O Sonho
Traumdeutung | Inventário

O sonho do disco branco

Bernardino Horne

Cheguei a Paris no final da tarde para continuar com as entrevistas preliminares. A demanda fora um certo problema com o saber. Sonhei: estava brincando na praia, lançava um disco branco a um amigo que o devolvia. Depois de várias associações, o analista encerrou a sessão dizendo: o disco branco é uma condensação. Devolveu assim para mim o objeto, tal como meu amigo no sonho. Instante de ver! Com ele ficaria os oito anos de análise.

No intermédio, tempo de compreender. Uma pena branca como signo de contrafobia no chapéu do rei Henri IV da França. Estar perdido em um corredor e sentir o terror do desamparo. Memorizar na adolescência uma poesia horrível, que promove a pureza do amor pelo elogio ao branco. Muitas vicissitudes neste tempo de rotina e de surpresas.

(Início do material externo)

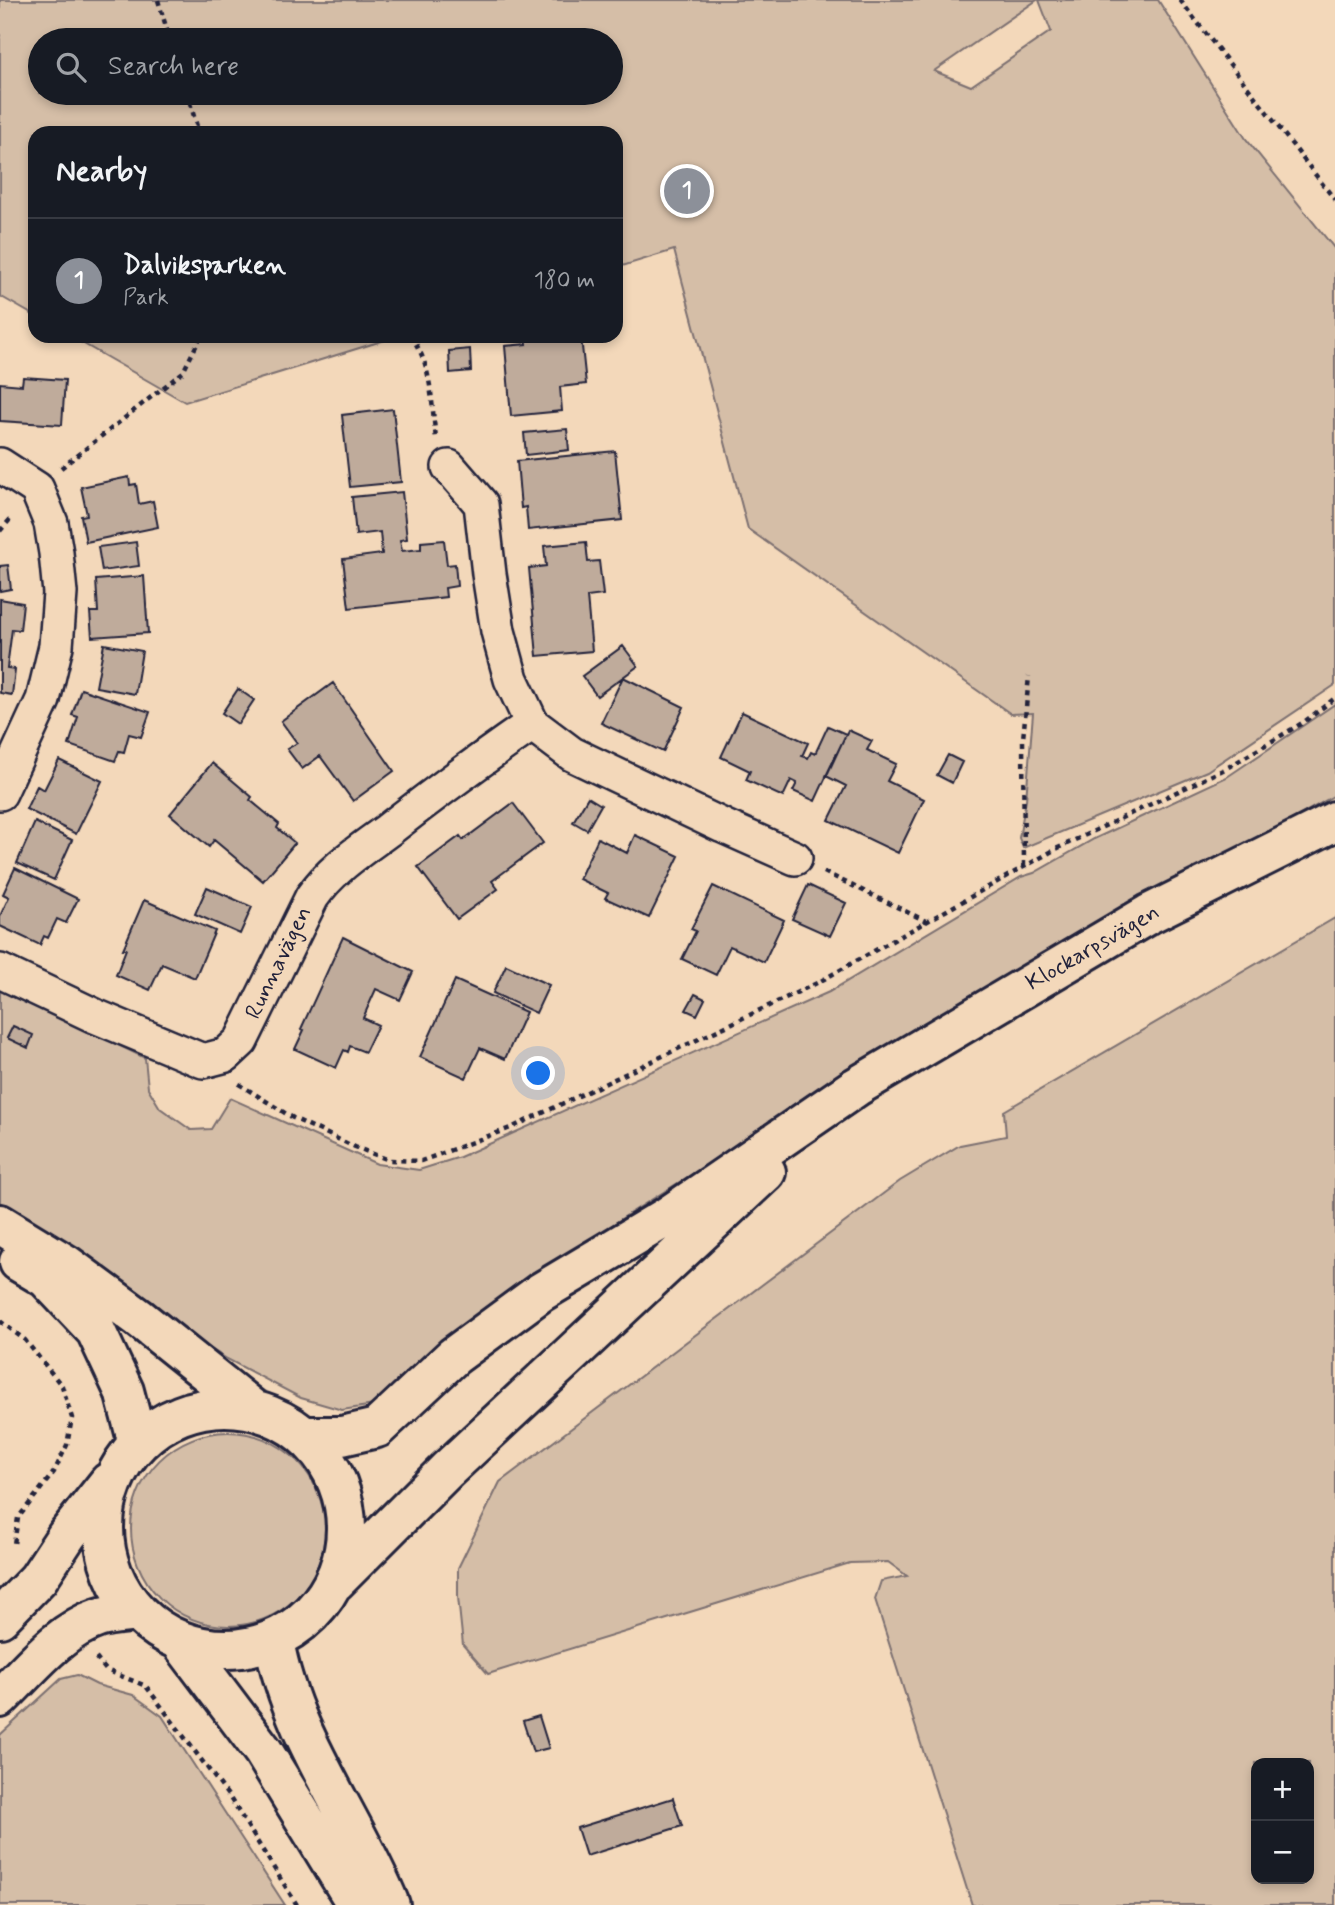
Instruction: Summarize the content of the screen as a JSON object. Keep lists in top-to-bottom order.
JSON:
{
  "streets": {
    "street": ["Klockarpsvägen", "Runnavägen"]
  },
  "page": {
    "search": "Search here",
    "heading": "Nearby",
    "pins": "1",
    "list": [
      {
        "mark": "1",
        "name": "Dalviksparken",
        "note": "Park",
        "value": "180 m"
      }
    ],
    "map_buttons": ["+", "−"]
  }
}
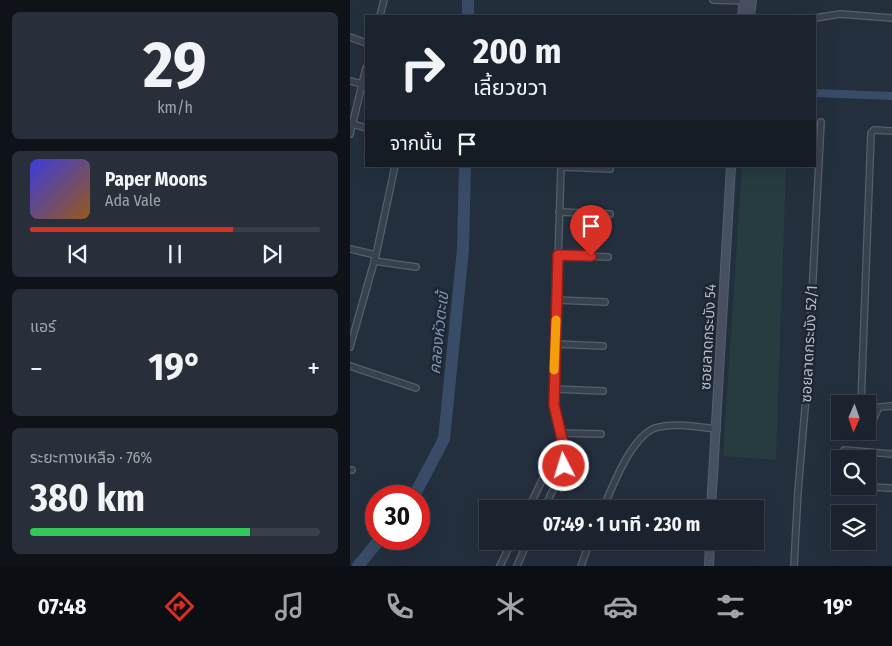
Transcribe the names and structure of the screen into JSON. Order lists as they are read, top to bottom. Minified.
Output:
{"streets":{"main road":["ซอยลาดกระบัง 54"],"street":["ซอยลาดกระบัง 52/1"]},"water":["คลองหัวตะเข้"],"north":"bottom","page":{"tile":[["29","km/h"],"แอร์",["ระยะทางเหลือ · 76%","380 km"]],"turn":["200 m","เลี้ยวขวา"],"then":"จากนั้น","song":["Paper Moons","Ada Vale"],"heat":["−","19°","+"],"limit":"30","trip":"07:49 · 1 นาที · 230 m","tabs":["07:48","19°"]}}
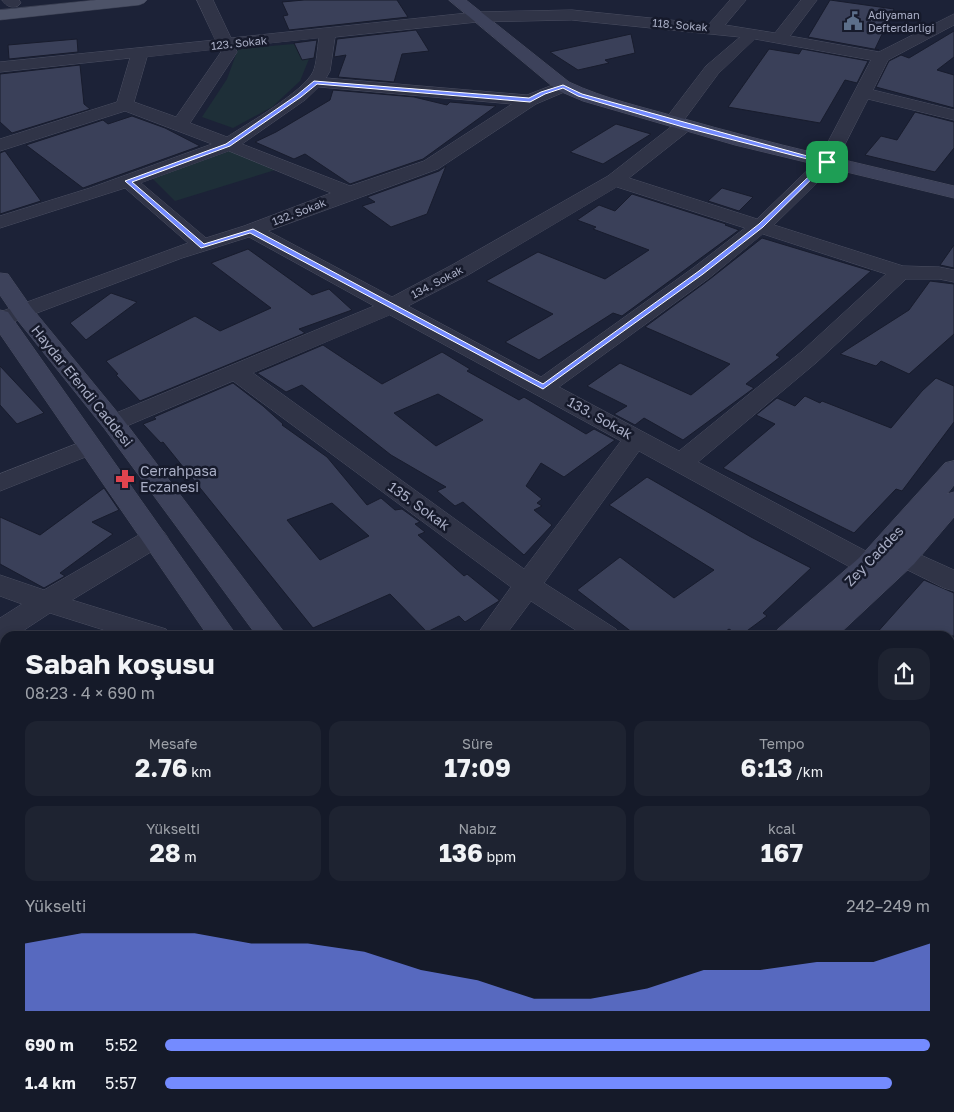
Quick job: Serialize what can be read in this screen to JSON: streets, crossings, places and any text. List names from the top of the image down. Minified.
{"streets":{"main road":["Haydar Efendi Caddesi","Zey Caddes"],"street":["118. Sokak","123. Sokak","132. Sokak","134. Sokak","133. Sokak","135. Sokak"]},"crossings":[["118. Sokak","123. Sokak"],["118. Sokak","134. Sokak"],["132. Sokak","Haydar Efendi Caddesi"],["132. Sokak","133. Sokak"],["134. Sokak","Haydar Efendi Caddesi"],["134. Sokak","133. Sokak"],["134. Sokak","135. Sokak"],["133. Sokak","Zey Caddes"]],"places":{"public building":["Adiyaman Defterdarligi"],"pharmacy":["Cerrahpasa Eczanesi"]},"page":{"heading":["Sabah koşusu","08:23 · 4 × 690 m"],"stats":[["Mesafe","2.76 km"],["Süre","17:09"],["Tempo","6:13 /km"],["Yükselti","28 m"],["Nabız","136 bpm"],["kcal","167"]],"chart":["Yükselti","242–249 m"],"list":[{"name":"690 m","note":"5:52"},{"name":"1.4 km","note":"5:57"}]}}
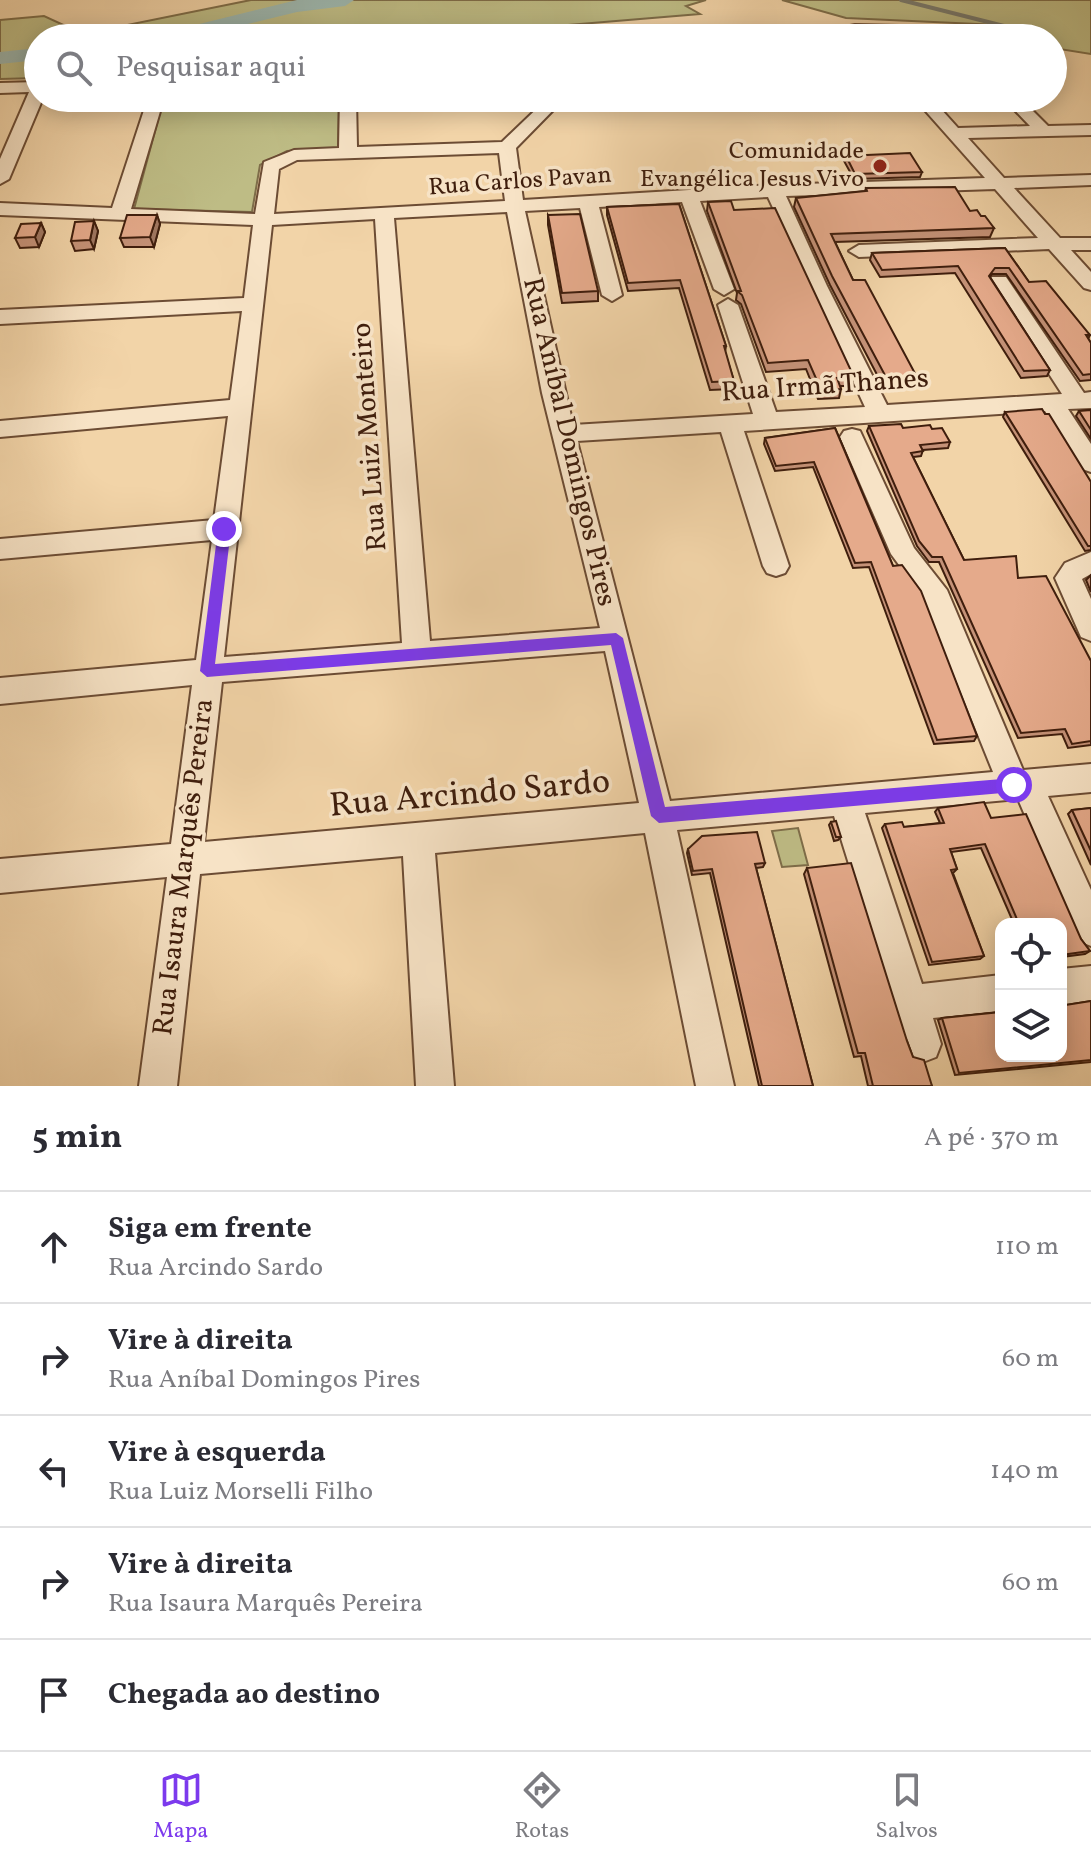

Momento de concluir: o objeto que se desprendeu do atravessamento do fantasma tomou a forma de um animalzinho branco que cacei e matei golpeando-lhe a cabeça, lugar do saber. Este fato, imediatamente associado com o acontecimento anterior, no qual espio e vejo uma mulher em êxtases em um espaço de muita luz, desencadeia, no instante, o final da análise na forma de relâmpago. Condensa o instante ver, de compreender e de concluir. Surge como luz, como clareza de um saber novo sobre o gozo. Um saber fazer com isso que se sabe e, especialmente, saber fazer do ato. A pulsão escópica e o tempo do instante são soberanos.

Como pensar o sonho?

O sonho permite continuar a dormir com a perspectiva de ser entregue ao analista, confirmando seu viés transferencial. Disco branco é o Significante da Transferência. Ao dormir, esse real que não dorme toma presença, reforçado por ter retomado análise. Condensa ressonâncias do Significante Uniano intermediadas pelos Significantes de Alíngua. Há algo do Um nele. Há algo do animalzinho branco no disco branco.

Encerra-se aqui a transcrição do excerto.